Ashley Sheridan​

Teaching Children with the Speech API

Posted on


My eldest son is in the process of learning the alphabet, so I thought I could put my skills to use by helping him learn using two of the things he loves most: mobile devices and Mario! Like all 3 year olds, he loves technology, and we use it as an incentive for many things, from general good behviour to potty training. I've been incredibly impressed with how well he's taken to using a Switch and a Raspberry PI running some retro Nintendo games, completing game levels and bosses with an ease that surprised me. As parents brought up in Nintendo households, my and my partner are thrilled that he loves Nintendo as much as we do, and you can't have that without a love of Mario. He has the Mario room decor, the toys, and every night time story has to feature Mario, Bowser, & Daisy (he does tell me I'm doing bedtime stories wrong if I don't!)

I wanted to find a way to help him learn in a way that he could find more fun by making something that he could connect with on a more personal interest level. Obviously, this led me to create a web app that could help him learn. I was looking to use the Web Speech Synthesis API which allows you to use Javascript to read out text using a text to speech engine supported by the operating system. While support for this is actually pretty good, I was only concerned about mobile phone support, as that was my target. I was actually quite impressed with how well that worked, and how nice it sounded, although some phonetic nudging was required in places (if you've ever used a screen reader you will understand) as some of the words I was passing in were unusual proper nouns. I'm quite happy with the work in progress [letter learning app]() and my son is impressed too. It's helped him make a fun connection between learning and something he really enjoys.

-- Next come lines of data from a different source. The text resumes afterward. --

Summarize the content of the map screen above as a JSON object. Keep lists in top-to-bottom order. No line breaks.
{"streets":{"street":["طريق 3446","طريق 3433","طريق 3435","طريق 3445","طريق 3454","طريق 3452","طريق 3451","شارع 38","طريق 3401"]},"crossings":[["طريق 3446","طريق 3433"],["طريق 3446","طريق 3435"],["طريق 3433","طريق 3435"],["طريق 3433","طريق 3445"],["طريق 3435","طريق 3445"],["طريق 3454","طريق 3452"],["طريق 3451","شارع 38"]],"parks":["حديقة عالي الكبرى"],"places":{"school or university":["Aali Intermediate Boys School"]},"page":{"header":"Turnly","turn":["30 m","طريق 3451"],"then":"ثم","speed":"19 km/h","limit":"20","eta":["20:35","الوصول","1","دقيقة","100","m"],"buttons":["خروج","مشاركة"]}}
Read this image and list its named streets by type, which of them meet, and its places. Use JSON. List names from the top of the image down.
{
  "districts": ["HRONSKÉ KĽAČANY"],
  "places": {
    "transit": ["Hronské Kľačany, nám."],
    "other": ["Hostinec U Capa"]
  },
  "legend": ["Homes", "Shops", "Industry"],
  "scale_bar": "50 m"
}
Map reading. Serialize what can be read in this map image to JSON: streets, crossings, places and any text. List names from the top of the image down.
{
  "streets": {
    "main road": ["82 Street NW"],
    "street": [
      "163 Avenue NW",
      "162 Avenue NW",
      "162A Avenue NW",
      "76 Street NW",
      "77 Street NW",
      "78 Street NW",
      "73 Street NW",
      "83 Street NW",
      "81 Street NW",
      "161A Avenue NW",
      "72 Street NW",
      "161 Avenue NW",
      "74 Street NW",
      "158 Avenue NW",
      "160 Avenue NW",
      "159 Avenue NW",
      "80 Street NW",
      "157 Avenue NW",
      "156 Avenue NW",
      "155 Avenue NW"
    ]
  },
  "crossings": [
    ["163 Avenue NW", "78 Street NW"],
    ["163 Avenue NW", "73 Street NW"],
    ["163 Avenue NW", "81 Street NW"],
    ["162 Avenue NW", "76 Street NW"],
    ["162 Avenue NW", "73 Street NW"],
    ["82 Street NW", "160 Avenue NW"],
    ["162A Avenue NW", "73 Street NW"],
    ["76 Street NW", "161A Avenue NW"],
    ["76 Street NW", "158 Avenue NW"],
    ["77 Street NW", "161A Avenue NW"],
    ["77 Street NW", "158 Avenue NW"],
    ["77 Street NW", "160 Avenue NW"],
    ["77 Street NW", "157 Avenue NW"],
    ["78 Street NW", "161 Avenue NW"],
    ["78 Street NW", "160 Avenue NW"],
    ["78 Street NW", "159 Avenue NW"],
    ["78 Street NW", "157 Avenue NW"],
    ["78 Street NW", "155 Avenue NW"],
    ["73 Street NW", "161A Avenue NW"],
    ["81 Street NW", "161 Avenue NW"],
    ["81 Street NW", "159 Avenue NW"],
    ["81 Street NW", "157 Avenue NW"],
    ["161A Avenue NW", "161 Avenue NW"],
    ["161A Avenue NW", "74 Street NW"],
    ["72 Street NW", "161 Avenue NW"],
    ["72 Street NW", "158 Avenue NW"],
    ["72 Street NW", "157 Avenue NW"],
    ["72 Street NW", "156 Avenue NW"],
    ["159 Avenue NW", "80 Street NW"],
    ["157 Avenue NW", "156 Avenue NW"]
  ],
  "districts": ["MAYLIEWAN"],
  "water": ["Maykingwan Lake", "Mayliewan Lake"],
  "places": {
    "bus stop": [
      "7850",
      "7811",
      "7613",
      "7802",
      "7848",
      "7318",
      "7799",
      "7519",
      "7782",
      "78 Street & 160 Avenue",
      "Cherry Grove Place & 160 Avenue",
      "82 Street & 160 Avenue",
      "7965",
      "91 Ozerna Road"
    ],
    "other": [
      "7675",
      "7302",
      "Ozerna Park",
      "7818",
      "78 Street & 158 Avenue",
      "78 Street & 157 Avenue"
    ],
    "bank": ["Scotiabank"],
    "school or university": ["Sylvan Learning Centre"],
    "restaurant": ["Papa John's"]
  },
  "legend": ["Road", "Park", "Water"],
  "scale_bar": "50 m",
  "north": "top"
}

The initial screen from the learn letters app

The completed letter learning app is available here, although it's only been tested so far across a few phones, and isn't yet fully responsive, so it won't look great on tablets and desktops.

Building the Slides

I built each screen like a very basic slide in a presentation. Each slide contains a button which references the next slide it will show (which makes it easy for the end slide to loop back to the start) using a `data-next-slide=""` attribute. This makes it a lot easier to just assign a single event handler to all such buttons, rather than try to set up something custom per each slide. Throughout I wanted to make as much generic as possible, whilst seeming a bit more individual and tailored, so things like the background colour loop through a series of colours:

.screen.letter-screen { align-items: baseline; justify-content: left; &:nth-child(5n+1) { background-color: lighten($letter-red, 20%); } &:nth-child(5n+2) { background-color: lighten($letter-green, 20%); } &:nth-child(5n+3) { background-color: lighten($letter-cyan, 20%); } &:nth-child(5n+4) { background-color: lighten($letter-yellow, 20%); } &:nth-child(5n+5) { background-color: lighten($letter-pink, 20%); } }

The SASS here references the same set of colours I used for the individual letters on the initial introduction slide, to mirror the same uniquely coloured letter effect seen on various Mario games.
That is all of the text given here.